MPU Meeting Tuesday 26th May 2009

Power Management Project

gnome-power-manager doesn't support timed wake-up - there's a stub in the code for adding it in the future sometime but it's not there yet.

gnome-power-manager can send a machine to sleep successfully, and lcfg-sleep can then wake it up successfully - but after wake-up gnome-power-manager doesn't do anything further to signal or decide that it is still idle - so the machine simply stays awake. So machines with someone logged in will sleep only once per period of idleness. Not important, something to be tackled in the future.

lcfg-sleep is now in the develop release, but heavily limited. It had a header inclusion order problem - dice/options/video_intel.h was included after dice/options/sleep.h - but that's been solved: the component now has resources for the current graphics driver (which defaults to the value in the xfree.device_main resource) and a list of approved drivers. It uses these to compare the video driver in use with the list of approved drivers as part of its sleep evaluation process.

Chris has been reviewing the limitations placed on lcfg-sleep and thinks it may be possible to safely remove one: when the i810 driver is used in conjunction with 5.3, the machine suspends and resumes perfectly well except for a gnome warning that appears at a subsequent login. This warning can be suppressed! So we could perhaps spread lcfg-sleep to the i810-using 5.3 745s and 755s, making it a much better test. We'd still have to warn those people using VGA cables on their machines to disable sleep - probably this is largely COs using KVM switches.

Once SL5.3 has been rolled out we can start testing the sleep component in the student labs.


The coding is complete, Stephen will review.

Architecture documentation is still required.

Alastair was waiting for hardware for the package server but this has now arrived so he should be able to get on with the testing fairly soon.

AFS Component

The higher-level documentation still needs to be written.

The notes in the MPU minutes for 13/5/09 about migrating to the new DB servers were not totally correct. We need to have DB servers with the names and IP addresses which are in the cell information. We would get the new machine installed, the keyfile in place and the component configured and ready to go but without the component (and the AFS services) running. We would then drop the interface on one host and bring it up on the new machine before starting the component which will bring up the DB services. Users will see a ~22 second lag if they happen to be talking to the DB server that has been pulled, so this should all be done during an at risk period. To be cautious it might be best to do one DB server per week to ensure the new component is working as expected.

The AFS nagios monitoring translator has been finished. It now puts the DB servers and file servers into appropriate clusters based on the cell with which they are associated.

Support has been added for configuring the server NetInfo and NetRestrict lists so that the AFS services can be hosted on machines already providing other services.
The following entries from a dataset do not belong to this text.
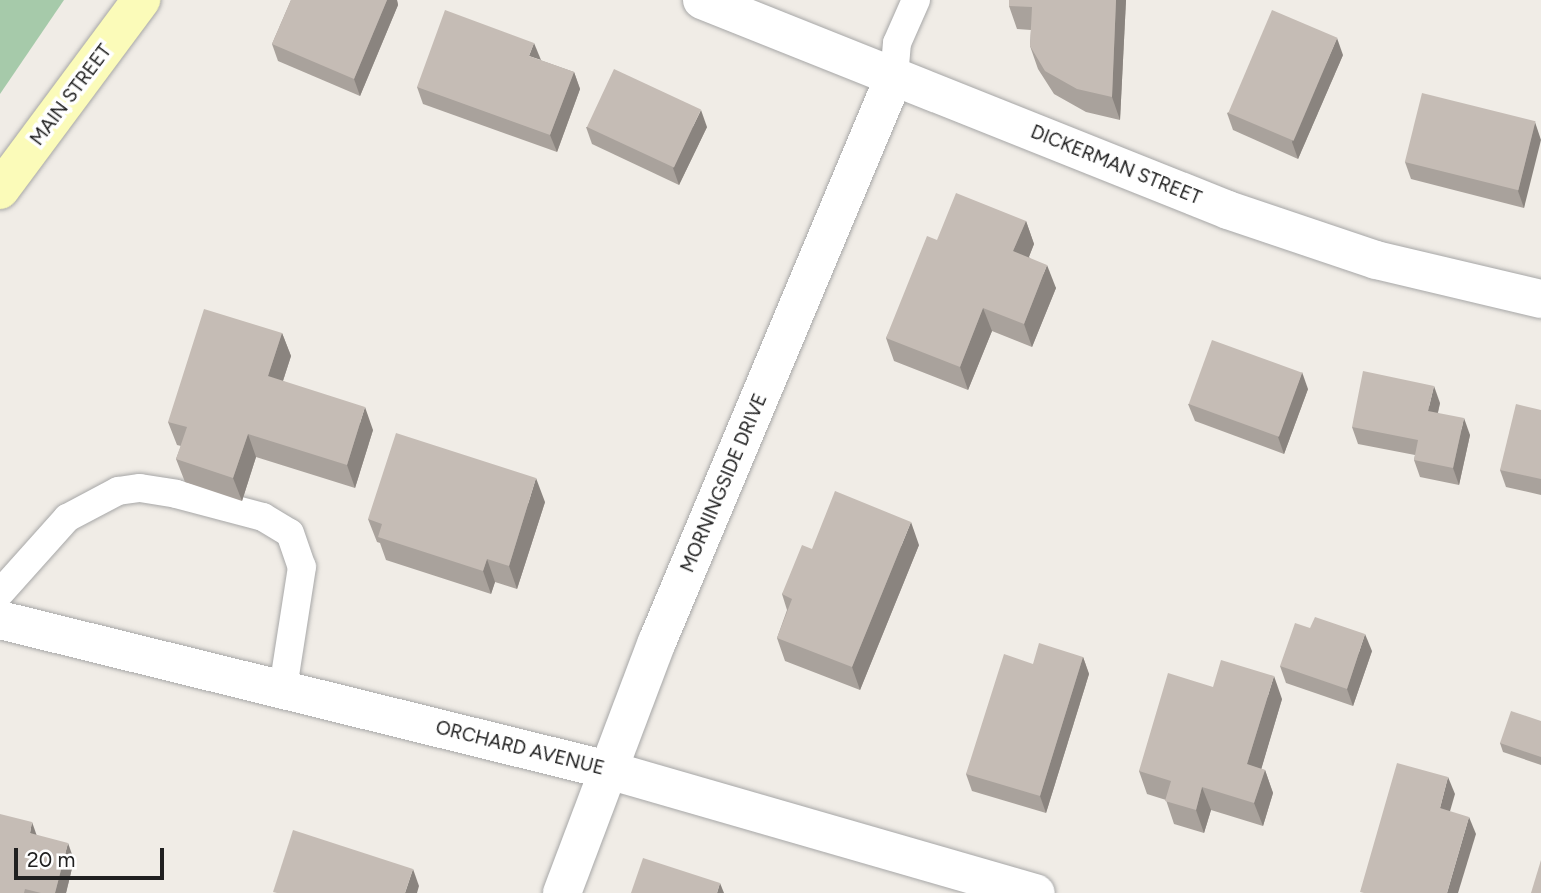 <!DOCTYPE html>
<style>
body{margin:0}
#map{position:relative;width:1541px;height:893px;overflow:hidden;background:#f0ece6;font-family:Figtree,sans-serif}
div>[style]{position:absolute}
.cemetery>*{inset:0;background:#a6caaa}
.roads{filter:drop-shadow(0 0 2px #a7a7a7) drop-shadow(0 0 2px #a7a7a7)}
.lane>*{height:28px;margin:-14px;padding:0 14px;transform-origin:14px;border-radius:14px;background:#fff}
.street>*{height:38px;margin:-19px;padding:0 19px;transform-origin:19px;border-radius:19px;background:#fff}
.secondary>*{height:38px;margin:-19px;padding:0 19px;transform-origin:19px;border-radius:19px;background:#fbfbb9}
.wall>*{inset:0;background:#a9a29c}
.shaded-wall>*{inset:0;background:#8a847f}
.building>*{inset:0;background:#c5bcb5;transform-origin:0 0}
span{translate:-50% -50%;white-space:nowrap;text-align:center;line-height:1.15;-webkit-text-stroke:7px #fff;paint-order:stroke}
.street-label{font-size:19px;color:#202020}
.scale{position:absolute;left:14px;top:848px;width:150px;height:32px;box-sizing:border-box;border:4px solid #202020;border-top:0;padding-left:9px;font-size:21px;line-height:24px;white-space:nowrap;color:#202020;-webkit-text-stroke:5px #fff;paint-order:stroke}
</style>
<div id="map">
<div class="cemetery">
<div style="clip-path:polygon(0 0,64px 0,0 94px)"></div>
</div>
<div class="roads">
<div class="lane">
<div style="left:894px;top:77px;width:34px;rotate:-85deg"></div>
<div style="left:897px;top:43px;width:47px;rotate:-66.2deg"></div>
<div style="left:0;top:593px;width:101px;rotate:-48.2deg"></div>
<div style="left:67px;top:518px;width:58px;rotate:-27.9deg"></div>
<div style="left:118px;top:491px;width:22px;rotate:-8deg"></div>
<div style="left:140px;top:488px;width:36px;rotate:9deg"></div>
<div style="left:176px;top:494px;width:90px;rotate:14.8deg"></div>
<div style="left:263px;top:517px;width:31px;rotate:31deg"></div>
<div style="left:290px;top:533px;width:36px;rotate:71deg"></div>
<div style="left:302px;top:567px;width:123px;rotate:98.9deg"></div>
</div>
<div class="street">
<div style="left:702px;top:0;width:566px;rotate:21.76deg"></div>
<div style="left:1228px;top:210px;width:156px;rotate:18.7deg"></div>
<div style="left:1376px;top:260px;width:170px;rotate:13.3deg"></div>
<div style="left:0;top:620px;width:630px;rotate:13.86deg"></div>
<div style="left:612px;top:771px;width:441px;rotate:16.1deg"></div>
<div style="left:562px;top:893px;width:268px;rotate:-69.3deg"></div>
<div style="left:657px;top:642px;width:613px;rotate:-67.24deg"></div>
</div>
<div class="secondary">
<div style="left:0;top:190px;width:237px;rotate:-53.4deg"></div>
</div>
</div>
<div class="wall">
<div style="clip-path:polygon(291px 0,397px 0,398px 5px,360px 96px,278px 61px,272px 44px)"></div>
<div style="clip-path:polygon(1126px 0,1120px 120px,1086px 112px,1054px 94px,1038px 69px,1030px 46px,1031px 30px,1017px 29px,1009px 6px)"></div>
<div style="clip-path:polygon(1343px 55px,1298px 159px,1233px 130px,1227px 113px)"></div>
<div style="clip-path:polygon(540px 60px,574px 72px,580px 89px,557px 152px,423px 104px,417px 87px)"></div>
<div style="clip-path:polygon(1535px 122px,1524px 208px,1411px 179px,1405px 162px)"></div>
<div style="clip-path:polygon(586px 127px,707px 127px,679px 185px,592px 144px)"></div>
<div style="clip-path:polygon(1026px 221px,1034px 244px,1029px 257px,1056px 288px,1032px 347px,992px 331px,968px 390px,894px 361px,886px 338px,937px 240px)"></div>
<div style="clip-path:polygon(282px 333px,291px 356px,283px 381px,373px 430px,355px 488px,256px 457px,242px 501px,185px 482px,176px 459px,181px 446px,177px 445px,168px 422px)"></div>
<div style="clip-path:polygon(1308px 389px,1284px 454px,1195px 421px,1188px 404px)"></div>
<div style="clip-path:polygon(1440px 403px,1438px 413px,1470px 435px,1459px 485px,1420px 477px,1414px 460px,1415px 455px,1358px 444px,1352px 427px)"></div>
<div style="clip-path:polygon(1541px 410px,1541px 495px,1506px 487px,1500px 470px)"></div>
<div style="clip-path:polygon(545px 502px,517px 589px,495px 582px,491px 594px,386px 560px,380px 543px,377px 542px,368px 519px)"></div>
<div style="clip-path:polygon(919px 545px,860px 690px,785px 661px,777px 638px,787px 610px,782px 594px,812px 549px)"></div>
<div style="clip-path:polygon(1372px 651px,1353px 706px,1286px 683px,1280px 666px)"></div>
<div style="clip-path:polygon(1083px 657px,1089px 674px,1046px 813px,972px 791px,966px 774px,1033px 664px)"></div>
<div style="clip-path:polygon(1213px 687px,1282px 699px,1261px 769px,1265px 770px,1273px 793px,1263px 826px,1211px 810px,1204px 833px,1174px 824px,1166px 800px,1147px 794px,1139px 771px)"></div>
<div style="clip-path:polygon(1541px 721px,1541px 765px,1503px 752px,1500px 743px)"></div>
<div style="clip-path:polygon(37px 835px,74px 860px,66px 893px,0 893px)"></div>
</div>
<div class="shaded-wall">
<div style="clip-path:polygon(387px 0,397px 0,398px 5px,360px 96px,354px 79px)"></div>
<div style="clip-path:polygon(1116px 0,1126px 0,1120px 120px,1112px 97px)"></div>
<div style="clip-path:polygon(1337px 38px,1343px 55px,1298px 159px,1292px 142px)"></div>
<div style="clip-path:polygon(534px 43px,541px 60px,529px 56px)"></div>
<div style="clip-path:polygon(574px 72px,580px 89px,557px 152px,550px 135px)"></div>
<div style="clip-path:polygon(701px 110px,707px 127px,679px 185px,673px 168px)"></div>
<div style="clip-path:polygon(1535px 122px,1541px 140px,1524px 208px,1518px 191px)"></div>
<div style="clip-path:polygon(1026px 221px,1034px 244px,1022px 274px,1013px 251px)"></div>
<div style="clip-path:polygon(1047px 265px,1056px 288px,1032px 347px,1024px 324px)"></div>
<div style="clip-path:polygon(983px 308px,992px 331px,968px 390px,960px 367px)"></div>
<div style="clip-path:polygon(282px 333px,291px 356px,277px 399px,268px 376px)"></div>
<div style="clip-path:polygon(1302px 372px,1308px 389px,1284px 454px,1278px 437px)"></div>
<div style="clip-path:polygon(1434px 386px,1440px 403px,1434px 428px,1428px 411px)"></div>
<div style="clip-path:polygon(365px 407px,373px 430px,355px 488px,347px 465px)"></div>
<div style="clip-path:polygon(1464px 418px,1470px 435px,1459px 485px,1453px 468px)"></div>
<div style="clip-path:polygon(248px 434px,256px 457px,242px 501px,233px 478px)"></div>
<div style="clip-path:polygon(536px 478px,545px 502px,517px 589px,509px 566px)"></div>
<div style="clip-path:polygon(911px 522px,919px 545px,860px 690px,852px 667px)"></div>
<div style="clip-path:polygon(487px 559px,495px 582px,491px 594px,483px 571px)"></div>
<div style="clip-path:polygon(1365px 634px,1372px 651px,1353px 706px,1347px 689px)"></div>
<div style="clip-path:polygon(1083px 657px,1089px 674px,1046px 813px,1040px 796px)"></div>
<div style="clip-path:polygon(1274px 676px,1282px 699px,1256px 787px,1247px 764px)"></div>
<div style="clip-path:polygon(1265px 770px,1273px 793px,1263px 826px,1254px 803px)"></div>
<div style="clip-path:polygon(1448px 777px,1455px 794px,1446px 825px,1440px 808px)"></div>
<div style="clip-path:polygon(1202px 787px,1211px 810px,1204px 833px,1196px 810px)"></div>
<div style="clip-path:polygon(1469px 817px,1476px 834px,1458px 893px,1447px 893px)"></div>
<div style="clip-path:polygon(32px 822px,38px 839px,30px 833px)"></div>
<div style="clip-path:polygon(68px 843px,74px 860px,66px 893px,55px 893px)"></div>
<div style="clip-path:polygon(413px 869px,419px 886px,417px 893px,405px 893px)"></div>
<div style="clip-path:polygon(720px 883px,724px 893px,717px 893px)"></div>
</div>
<div class="building">
<div style="clip-path:polygon(291px 0,387px 0,354px 79px,272px 44px)"></div>
<div style="clip-path:polygon(1009px 0,1116px 0,1112px 97px,1077px 89px,1045px 71px,1030px 46px,1032px 7px,1009px 6px)"></div>
<div style="clip-path:polygon(445px 10px,534px 43px,529px 56px,574px 72px,550px 135px,417px 87px)"></div>
<div style="left:1272px;top:10px;width:71px;height:112px;rotate:23deg"></div>
<div style="left:614px;top:69px;width:96px;height:64px;rotate:25deg"></div>
<div style="left:1422px;top:93px;width:117px;height:71px;rotate:14deg"></div>
<div style="clip-path:polygon(956px 193px,1026px 221px,1013px 251px,1047px 265px,1024px 324px,983px 308px,960px 367px,886px 338px,927px 236px,937px 240px)"></div>
<div style="clip-path:polygon(204px 309px,282px 333px,268px 376px,365px 407px,347px 465px,248px 434px,233px 478px,176px 459px,187px 427px,168px 422px)"></div>
<div style="left:1212px;top:340px;width:96px;height:68px;rotate:20deg"></div>
<div style="clip-path:polygon(1363px 371px,1434px 386px,1428px 411px,1464px 418px,1453px 468px,1414px 460px,1418px 440px,1352px 427px)"></div>
<div style="clip-path:polygon(1516px 404px,1541px 410px,1541px 479px,1500px 470px)"></div>
<div style="clip-path:polygon(396px 433px,536px 478px,509px 566px,487px 559px,483px 571px,378px 537px,382px 524px,368px 519px)"></div>
<div style="clip-path:polygon(835px 491px,911px 522px,852px 667px,777px 638px,792px 599px,782px 594px,802px 545px,812px 549px)"></div>
<div style="clip-path:polygon(1315px 617px,1365px 634px,1347px 689px,1280px 666px,1295px 623px,1310px 628px)"></div>
<div style="clip-path:polygon(1039px 643px,1083px 657px,1040px 796px,966px 774px,1004px 654px,1033px 664px)"></div>
<div style="clip-path:polygon(1221px 660px,1274px 676px,1247px 764px,1265px 770px,1254px 803px,1202px 787px,1196px 810px,1165px 801px,1171px 781px,1139px 771px,1168px 673px,1213px 687px)"></div>
<div style="clip-path:polygon(1511px 711px,1541px 721px,1541px 757px,1500px 743px)"></div>
<div style="clip-path:polygon(1397px 763px,1448px 777px,1440px 808px,1469px 817px,1447px 893px,1364px 893px,1360px 892px)"></div>
<div style="clip-path:polygon(0 814px,32px 822px,30px 833px,68px 843px,55px 893px,41px 893px,25px 889px,24px 893px,0 893px)"></div>
<div style="clip-path:polygon(293px 830px,413px 869px,405px 893px,277px 893px,273px 892px)"></div>
<div style="clip-path:polygon(643px 858px,720px 883px,717px 893px,631px 893px)"></div>
<div style="clip-path:polygon(1541px 860px,1541px 893px,1531px 893px)"></div>
</div>
<div class="street-label">
<span style="left:71px;top:95px;rotate:-53deg">MAIN STREET</span>
<span style="left:1116px;top:165px;rotate:22deg">DICKERMAN STREET</span>
<span style="left:724px;top:483px;rotate:-67deg">MORNINGSIDE DRIVE</span>
<span style="left:520px;top:748px;rotate:14deg">ORCHARD AVENUE</span>
</div>
<div class="scale">20 m</div>
</div>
Support for the AFS client on 64bit machines will have to be done purely through configuring files until the openafs project get the perl AFS module building on that platform. This is not a big problem as even without that module the new component will provide better configuration support than the old one.

Alastair will use the new dice/options/openafs-fileserver.h on his package server. He will be looking into tweaking the various parameters to get the best performance.


Nothing more from Craig so far so no progress.

LCFG Server Refactoring

Alastair needs to send the project proposal to COs today for consideration at the June Development Meeting.

Miscellaneous Development

Chris had a problem with calling the Run method of the sleep component from cron when the sleep component had not been started. This revealed a bug in the Run() method in both the shell and Perl code in the lcfg-ngeneric package. If the component had never been started then a call was made to Configure which would always fail in a rather unhelpful manner. After a bit of debate with COs it was agreed that the most desirable behaviour would be for the Run method to fail if the component had not been started. The new version (1.2.32) is in the testing release for this week.

We will need to hold one lab on SL5.2 until the end of September for the MSc students who have already started their projects on that platform. Stephen will talk to Alison about identifying which lab that will be. We would very much like to avoid having all the servers held at SL5.2 in the way we did the SL5.1 to SL5.2 transition, there doesn't appear to be any good technical reason to do this. We would be able to hold individual machines if any problems arise. Alastair will take the issue to CEG.

Catalyst work
Stephen spent some personal development time playing with Catalyst - the Perl web framework. He proposes a mini-project to create a search interface to our package repositories to allow searching for packages on file name and RPM tag contents. The package metadata would also be viewable. This would be an excellent way to get more experience with Catalyst and could with a few days work provide a very useful tool for COs.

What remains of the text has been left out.